* [WORK TO COMPLETE]
Could you output every record again, exactly as given?

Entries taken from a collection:
========

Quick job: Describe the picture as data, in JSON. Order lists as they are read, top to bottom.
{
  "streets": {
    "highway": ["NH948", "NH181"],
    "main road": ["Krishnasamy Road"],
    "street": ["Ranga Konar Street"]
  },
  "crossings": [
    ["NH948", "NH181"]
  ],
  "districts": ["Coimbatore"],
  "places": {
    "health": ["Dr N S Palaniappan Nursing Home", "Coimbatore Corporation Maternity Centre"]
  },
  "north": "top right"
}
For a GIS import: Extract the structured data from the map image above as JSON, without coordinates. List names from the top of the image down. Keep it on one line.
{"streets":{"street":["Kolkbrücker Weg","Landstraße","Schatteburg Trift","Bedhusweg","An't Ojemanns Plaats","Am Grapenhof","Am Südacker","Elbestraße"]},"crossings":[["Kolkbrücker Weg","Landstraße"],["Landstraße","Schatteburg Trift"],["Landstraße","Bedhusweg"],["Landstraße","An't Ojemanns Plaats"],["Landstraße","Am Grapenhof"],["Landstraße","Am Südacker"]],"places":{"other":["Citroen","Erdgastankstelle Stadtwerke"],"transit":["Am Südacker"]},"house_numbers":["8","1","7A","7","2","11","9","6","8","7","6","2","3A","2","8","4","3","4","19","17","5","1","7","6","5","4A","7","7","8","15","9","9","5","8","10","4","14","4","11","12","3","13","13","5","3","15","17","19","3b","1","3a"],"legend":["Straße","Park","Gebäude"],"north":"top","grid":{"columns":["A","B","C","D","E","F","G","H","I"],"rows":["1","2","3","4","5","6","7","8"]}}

========

* [TASK RESULT]
Quick job: Describe the picture as data, in JSON. Order lists as they are read, top to bottom.
{
  "streets": {
    "highway": ["NH948", "NH181"],
    "main road": ["Krishnasamy Road"],
    "street": ["Ranga Konar Street"]
  },
  "crossings": [
    ["NH948", "NH181"]
  ],
  "districts": ["Coimbatore"],
  "places": {
    "health": ["Dr N S Palaniappan Nursing Home", "Coimbatore Corporation Maternity Centre"]
  },
  "north": "top right"
}
For a GIS import: Extract the structured data from the map image above as JSON, without coordinates. List names from the top of the image down. Keep it on one line.
{"streets":{"street":["Kolkbrücker Weg","Landstraße","Schatteburg Trift","Bedhusweg","An't Ojemanns Plaats","Am Grapenhof","Am Südacker","Elbestraße"]},"crossings":[["Kolkbrücker Weg","Landstraße"],["Landstraße","Schatteburg Trift"],["Landstraße","Bedhusweg"],["Landstraße","An't Ojemanns Plaats"],["Landstraße","Am Grapenhof"],["Landstraße","Am Südacker"]],"places":{"other":["Citroen","Erdgastankstelle Stadtwerke"],"transit":["Am Südacker"]},"house_numbers":["8","1","7A","7","2","11","9","6","8","7","6","2","3A","2","8","4","3","4","19","17","5","1","7","6","5","4A","7","7","8","15","9","9","5","8","10","4","14","4","11","12","3","13","13","5","3","15","17","19","3b","1","3a"],"legend":["Straße","Park","Gebäude"],"north":"top","grid":{"columns":["A","B","C","D","E","F","G","H","I"],"rows":["1","2","3","4","5","6","7","8"]}}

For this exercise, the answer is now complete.